• Task to complete: Search the data for the word "strong" and copy out every line that has it.

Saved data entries
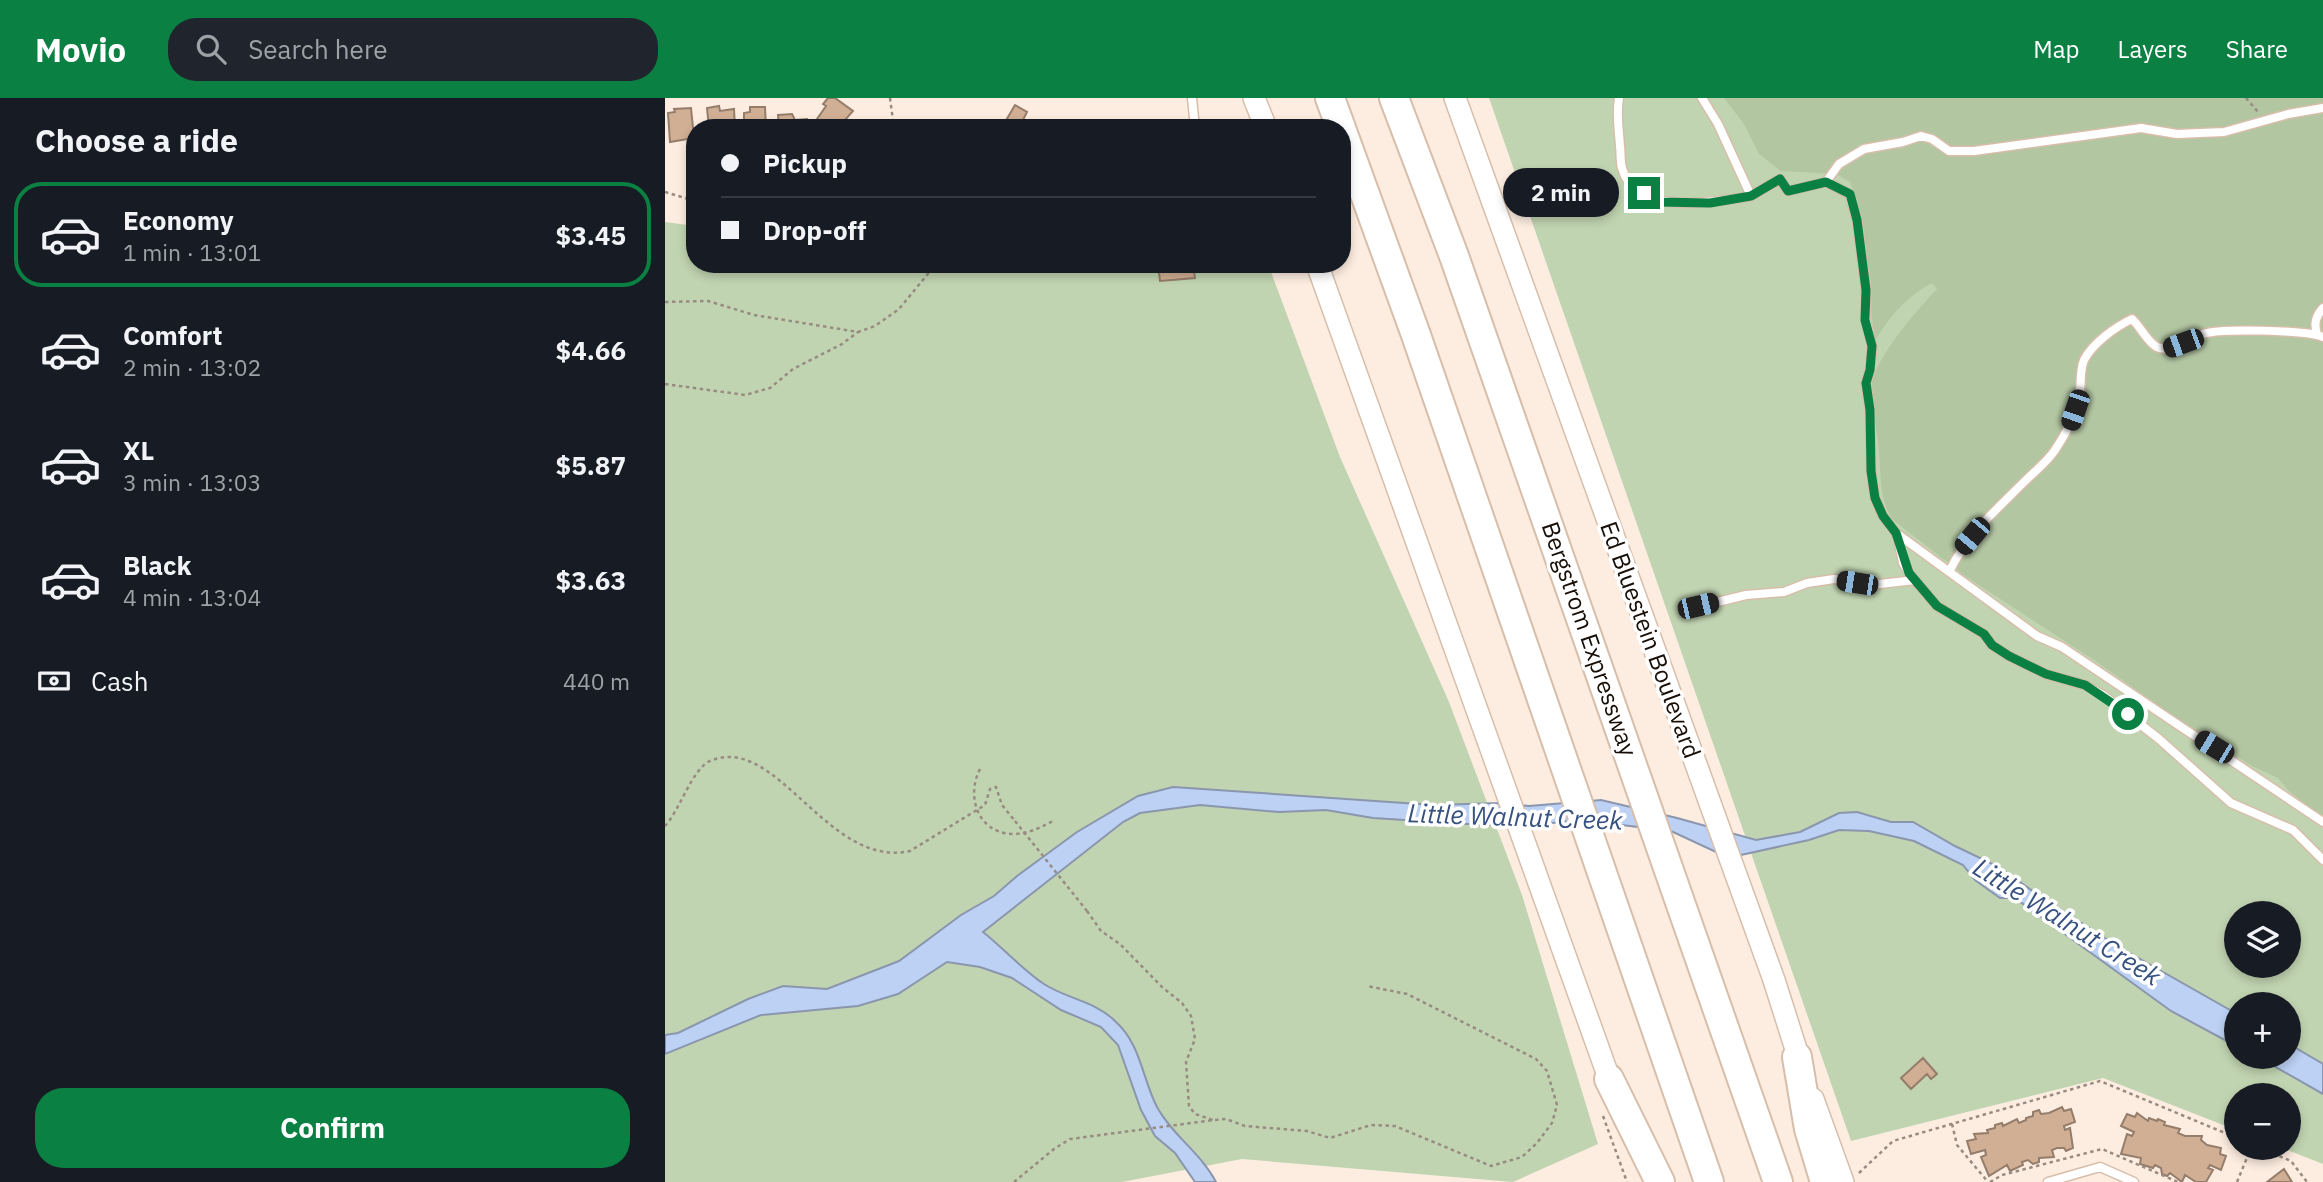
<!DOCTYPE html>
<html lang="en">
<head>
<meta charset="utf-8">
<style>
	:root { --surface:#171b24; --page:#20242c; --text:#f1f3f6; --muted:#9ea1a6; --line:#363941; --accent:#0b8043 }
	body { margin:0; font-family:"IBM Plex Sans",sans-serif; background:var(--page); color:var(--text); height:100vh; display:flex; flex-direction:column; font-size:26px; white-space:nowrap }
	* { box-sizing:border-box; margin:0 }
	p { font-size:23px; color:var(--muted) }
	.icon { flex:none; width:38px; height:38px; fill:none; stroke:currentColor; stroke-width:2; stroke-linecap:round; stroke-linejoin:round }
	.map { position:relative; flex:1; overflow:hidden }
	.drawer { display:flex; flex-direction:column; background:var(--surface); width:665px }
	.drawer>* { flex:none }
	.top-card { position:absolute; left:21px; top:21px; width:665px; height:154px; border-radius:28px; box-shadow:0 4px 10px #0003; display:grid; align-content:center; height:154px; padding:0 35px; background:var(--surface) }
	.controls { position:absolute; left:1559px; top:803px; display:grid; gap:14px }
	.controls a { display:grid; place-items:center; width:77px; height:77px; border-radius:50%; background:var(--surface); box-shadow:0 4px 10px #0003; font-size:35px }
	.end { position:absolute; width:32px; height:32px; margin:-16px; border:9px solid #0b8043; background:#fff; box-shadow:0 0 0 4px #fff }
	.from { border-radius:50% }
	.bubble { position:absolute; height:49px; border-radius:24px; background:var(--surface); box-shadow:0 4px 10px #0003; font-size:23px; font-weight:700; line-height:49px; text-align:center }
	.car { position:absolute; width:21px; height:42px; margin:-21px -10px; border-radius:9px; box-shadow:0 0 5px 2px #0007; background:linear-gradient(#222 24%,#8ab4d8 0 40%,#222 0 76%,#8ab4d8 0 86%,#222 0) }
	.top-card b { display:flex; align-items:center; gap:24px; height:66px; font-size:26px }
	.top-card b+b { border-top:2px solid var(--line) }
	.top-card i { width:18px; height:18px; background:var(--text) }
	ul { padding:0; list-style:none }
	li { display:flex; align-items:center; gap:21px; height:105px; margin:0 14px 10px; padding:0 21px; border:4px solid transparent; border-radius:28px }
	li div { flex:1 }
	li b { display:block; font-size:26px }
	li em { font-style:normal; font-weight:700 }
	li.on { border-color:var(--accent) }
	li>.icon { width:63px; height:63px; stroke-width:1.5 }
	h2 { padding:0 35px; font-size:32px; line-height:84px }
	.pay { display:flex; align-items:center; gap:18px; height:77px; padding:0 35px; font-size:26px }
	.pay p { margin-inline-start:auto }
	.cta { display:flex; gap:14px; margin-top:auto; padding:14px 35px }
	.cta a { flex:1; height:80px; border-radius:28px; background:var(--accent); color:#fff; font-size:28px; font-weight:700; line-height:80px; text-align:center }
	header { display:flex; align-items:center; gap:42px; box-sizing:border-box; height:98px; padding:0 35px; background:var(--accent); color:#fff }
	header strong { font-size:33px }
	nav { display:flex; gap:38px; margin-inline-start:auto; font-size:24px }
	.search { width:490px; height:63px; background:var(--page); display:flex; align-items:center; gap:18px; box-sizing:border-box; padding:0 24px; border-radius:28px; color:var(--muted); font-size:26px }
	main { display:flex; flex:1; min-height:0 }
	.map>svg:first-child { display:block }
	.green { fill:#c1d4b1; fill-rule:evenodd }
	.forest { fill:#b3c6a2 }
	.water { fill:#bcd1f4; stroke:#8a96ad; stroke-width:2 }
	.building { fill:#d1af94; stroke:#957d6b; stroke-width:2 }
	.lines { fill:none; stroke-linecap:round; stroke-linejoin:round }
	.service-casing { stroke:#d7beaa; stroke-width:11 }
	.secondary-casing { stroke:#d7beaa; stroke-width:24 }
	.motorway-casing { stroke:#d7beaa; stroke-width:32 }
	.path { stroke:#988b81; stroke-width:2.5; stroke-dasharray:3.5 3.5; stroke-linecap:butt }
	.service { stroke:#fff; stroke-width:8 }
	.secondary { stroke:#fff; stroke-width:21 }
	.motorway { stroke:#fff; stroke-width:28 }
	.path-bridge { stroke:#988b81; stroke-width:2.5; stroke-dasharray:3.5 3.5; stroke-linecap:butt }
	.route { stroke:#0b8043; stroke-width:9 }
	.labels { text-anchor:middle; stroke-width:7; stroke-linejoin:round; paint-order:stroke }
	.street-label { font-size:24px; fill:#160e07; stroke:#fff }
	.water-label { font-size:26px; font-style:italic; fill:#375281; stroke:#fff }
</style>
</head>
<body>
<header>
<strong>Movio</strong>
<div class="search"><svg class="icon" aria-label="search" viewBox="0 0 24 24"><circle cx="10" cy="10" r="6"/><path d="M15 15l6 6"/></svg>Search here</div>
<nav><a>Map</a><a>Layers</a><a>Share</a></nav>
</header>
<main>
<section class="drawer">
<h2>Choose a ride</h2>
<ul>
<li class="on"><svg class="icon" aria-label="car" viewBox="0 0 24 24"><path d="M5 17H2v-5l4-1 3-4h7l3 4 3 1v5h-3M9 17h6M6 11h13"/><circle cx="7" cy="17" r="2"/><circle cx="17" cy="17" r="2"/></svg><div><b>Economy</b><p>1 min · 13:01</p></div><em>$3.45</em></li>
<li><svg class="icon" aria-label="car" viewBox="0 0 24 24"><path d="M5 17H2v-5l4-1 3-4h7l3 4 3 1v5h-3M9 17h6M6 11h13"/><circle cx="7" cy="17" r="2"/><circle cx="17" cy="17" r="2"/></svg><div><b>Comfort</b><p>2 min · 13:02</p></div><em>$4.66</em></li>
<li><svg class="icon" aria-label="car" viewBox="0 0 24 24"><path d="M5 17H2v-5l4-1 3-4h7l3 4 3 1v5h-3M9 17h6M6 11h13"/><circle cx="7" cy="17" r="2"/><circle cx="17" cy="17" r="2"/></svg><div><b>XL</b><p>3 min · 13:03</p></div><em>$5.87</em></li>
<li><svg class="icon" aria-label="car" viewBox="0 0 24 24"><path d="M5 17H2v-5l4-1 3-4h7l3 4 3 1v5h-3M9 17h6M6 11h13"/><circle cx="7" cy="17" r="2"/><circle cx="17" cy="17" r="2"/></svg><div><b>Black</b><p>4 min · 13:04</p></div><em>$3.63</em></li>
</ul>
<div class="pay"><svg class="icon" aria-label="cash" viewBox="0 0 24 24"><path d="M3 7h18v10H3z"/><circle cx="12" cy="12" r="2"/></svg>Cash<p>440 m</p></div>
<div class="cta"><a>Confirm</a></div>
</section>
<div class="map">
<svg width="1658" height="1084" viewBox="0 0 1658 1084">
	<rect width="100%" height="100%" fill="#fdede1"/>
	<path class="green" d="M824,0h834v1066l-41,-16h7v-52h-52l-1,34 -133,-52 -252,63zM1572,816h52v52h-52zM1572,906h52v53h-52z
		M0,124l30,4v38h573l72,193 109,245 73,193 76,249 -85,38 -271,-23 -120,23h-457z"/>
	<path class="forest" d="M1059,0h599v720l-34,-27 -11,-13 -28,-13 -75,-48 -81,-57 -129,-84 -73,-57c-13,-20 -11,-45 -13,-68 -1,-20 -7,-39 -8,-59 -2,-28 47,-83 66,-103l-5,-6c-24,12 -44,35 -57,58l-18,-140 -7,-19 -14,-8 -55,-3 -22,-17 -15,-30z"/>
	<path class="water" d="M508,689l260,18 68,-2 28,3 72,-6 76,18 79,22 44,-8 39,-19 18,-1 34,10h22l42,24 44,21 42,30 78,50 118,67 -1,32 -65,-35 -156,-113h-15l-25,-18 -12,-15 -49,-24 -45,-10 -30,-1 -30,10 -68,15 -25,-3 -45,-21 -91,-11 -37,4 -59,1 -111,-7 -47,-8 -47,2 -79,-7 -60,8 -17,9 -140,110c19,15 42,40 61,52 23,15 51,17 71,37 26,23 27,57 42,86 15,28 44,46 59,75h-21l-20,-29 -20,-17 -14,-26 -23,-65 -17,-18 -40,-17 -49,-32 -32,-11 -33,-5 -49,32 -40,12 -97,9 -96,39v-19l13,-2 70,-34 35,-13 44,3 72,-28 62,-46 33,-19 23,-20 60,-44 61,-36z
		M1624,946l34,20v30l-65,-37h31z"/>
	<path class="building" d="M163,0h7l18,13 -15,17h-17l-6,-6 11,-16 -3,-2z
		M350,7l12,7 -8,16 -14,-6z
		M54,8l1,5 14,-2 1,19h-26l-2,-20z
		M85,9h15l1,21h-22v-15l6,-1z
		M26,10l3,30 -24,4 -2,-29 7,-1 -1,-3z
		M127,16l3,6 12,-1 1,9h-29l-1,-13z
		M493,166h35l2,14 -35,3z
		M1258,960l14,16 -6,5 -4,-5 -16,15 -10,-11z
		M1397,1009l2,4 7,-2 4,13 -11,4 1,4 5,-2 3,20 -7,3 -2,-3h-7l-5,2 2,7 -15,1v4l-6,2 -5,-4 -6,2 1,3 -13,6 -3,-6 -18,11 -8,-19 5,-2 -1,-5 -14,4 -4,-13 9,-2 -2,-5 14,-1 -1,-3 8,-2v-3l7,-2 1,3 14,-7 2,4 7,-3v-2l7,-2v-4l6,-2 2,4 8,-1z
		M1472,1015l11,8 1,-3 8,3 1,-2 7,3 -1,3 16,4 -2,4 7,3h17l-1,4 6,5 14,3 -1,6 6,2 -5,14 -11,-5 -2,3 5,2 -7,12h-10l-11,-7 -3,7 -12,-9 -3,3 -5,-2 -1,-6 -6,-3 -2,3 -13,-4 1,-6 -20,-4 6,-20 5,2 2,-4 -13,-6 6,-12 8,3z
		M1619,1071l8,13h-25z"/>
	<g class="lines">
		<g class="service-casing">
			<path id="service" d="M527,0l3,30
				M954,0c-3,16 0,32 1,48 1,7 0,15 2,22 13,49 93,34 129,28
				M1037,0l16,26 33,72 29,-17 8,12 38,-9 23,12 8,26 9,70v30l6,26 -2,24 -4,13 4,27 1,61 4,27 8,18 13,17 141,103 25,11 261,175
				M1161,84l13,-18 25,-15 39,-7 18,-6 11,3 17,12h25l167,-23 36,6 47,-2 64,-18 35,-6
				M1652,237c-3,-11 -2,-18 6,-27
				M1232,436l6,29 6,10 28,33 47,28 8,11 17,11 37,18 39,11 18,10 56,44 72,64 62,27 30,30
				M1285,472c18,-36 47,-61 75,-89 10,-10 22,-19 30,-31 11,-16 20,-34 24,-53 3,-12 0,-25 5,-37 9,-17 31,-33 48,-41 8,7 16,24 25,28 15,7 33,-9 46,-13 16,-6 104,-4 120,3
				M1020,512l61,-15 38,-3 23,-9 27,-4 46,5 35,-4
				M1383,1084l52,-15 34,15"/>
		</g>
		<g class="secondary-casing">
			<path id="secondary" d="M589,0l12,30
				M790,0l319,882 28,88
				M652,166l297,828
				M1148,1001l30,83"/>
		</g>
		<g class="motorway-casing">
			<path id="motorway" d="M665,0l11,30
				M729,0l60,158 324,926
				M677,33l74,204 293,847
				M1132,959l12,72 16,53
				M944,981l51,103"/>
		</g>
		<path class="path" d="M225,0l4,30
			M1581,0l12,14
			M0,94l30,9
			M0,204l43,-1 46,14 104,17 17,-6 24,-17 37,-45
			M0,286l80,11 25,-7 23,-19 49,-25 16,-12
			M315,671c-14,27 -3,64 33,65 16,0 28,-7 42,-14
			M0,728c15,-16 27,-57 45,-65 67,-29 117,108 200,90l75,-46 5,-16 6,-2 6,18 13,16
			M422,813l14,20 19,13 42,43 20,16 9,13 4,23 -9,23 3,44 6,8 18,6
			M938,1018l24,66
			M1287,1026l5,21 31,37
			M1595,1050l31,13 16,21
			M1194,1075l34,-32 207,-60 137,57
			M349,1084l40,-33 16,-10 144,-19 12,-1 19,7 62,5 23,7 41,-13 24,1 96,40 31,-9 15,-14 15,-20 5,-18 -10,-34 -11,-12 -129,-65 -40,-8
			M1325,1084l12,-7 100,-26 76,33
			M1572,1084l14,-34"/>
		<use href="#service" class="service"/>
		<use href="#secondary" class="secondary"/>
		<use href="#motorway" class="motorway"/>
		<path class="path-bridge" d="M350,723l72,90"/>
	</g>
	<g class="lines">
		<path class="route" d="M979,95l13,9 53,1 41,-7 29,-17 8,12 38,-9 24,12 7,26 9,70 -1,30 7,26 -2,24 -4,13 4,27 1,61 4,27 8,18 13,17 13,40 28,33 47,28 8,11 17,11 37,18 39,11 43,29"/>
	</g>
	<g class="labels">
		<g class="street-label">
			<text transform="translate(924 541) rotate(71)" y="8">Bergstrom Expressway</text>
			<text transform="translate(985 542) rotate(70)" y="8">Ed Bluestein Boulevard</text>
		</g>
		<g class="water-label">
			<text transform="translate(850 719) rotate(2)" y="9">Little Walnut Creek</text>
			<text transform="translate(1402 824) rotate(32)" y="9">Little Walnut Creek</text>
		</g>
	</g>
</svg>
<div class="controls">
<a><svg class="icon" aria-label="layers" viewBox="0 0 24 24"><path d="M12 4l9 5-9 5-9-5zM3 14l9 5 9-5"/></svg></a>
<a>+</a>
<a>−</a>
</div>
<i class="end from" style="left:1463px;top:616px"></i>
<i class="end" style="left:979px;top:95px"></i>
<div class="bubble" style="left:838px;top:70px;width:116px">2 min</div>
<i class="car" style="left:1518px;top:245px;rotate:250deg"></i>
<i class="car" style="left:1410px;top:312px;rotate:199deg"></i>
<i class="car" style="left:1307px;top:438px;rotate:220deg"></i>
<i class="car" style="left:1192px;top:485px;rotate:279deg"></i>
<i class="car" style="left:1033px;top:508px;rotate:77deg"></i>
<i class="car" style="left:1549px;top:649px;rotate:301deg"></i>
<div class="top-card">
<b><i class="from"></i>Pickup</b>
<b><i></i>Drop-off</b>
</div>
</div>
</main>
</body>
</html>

• Reply:
	header strong { font-size:33px }
<strong>Movio</strong>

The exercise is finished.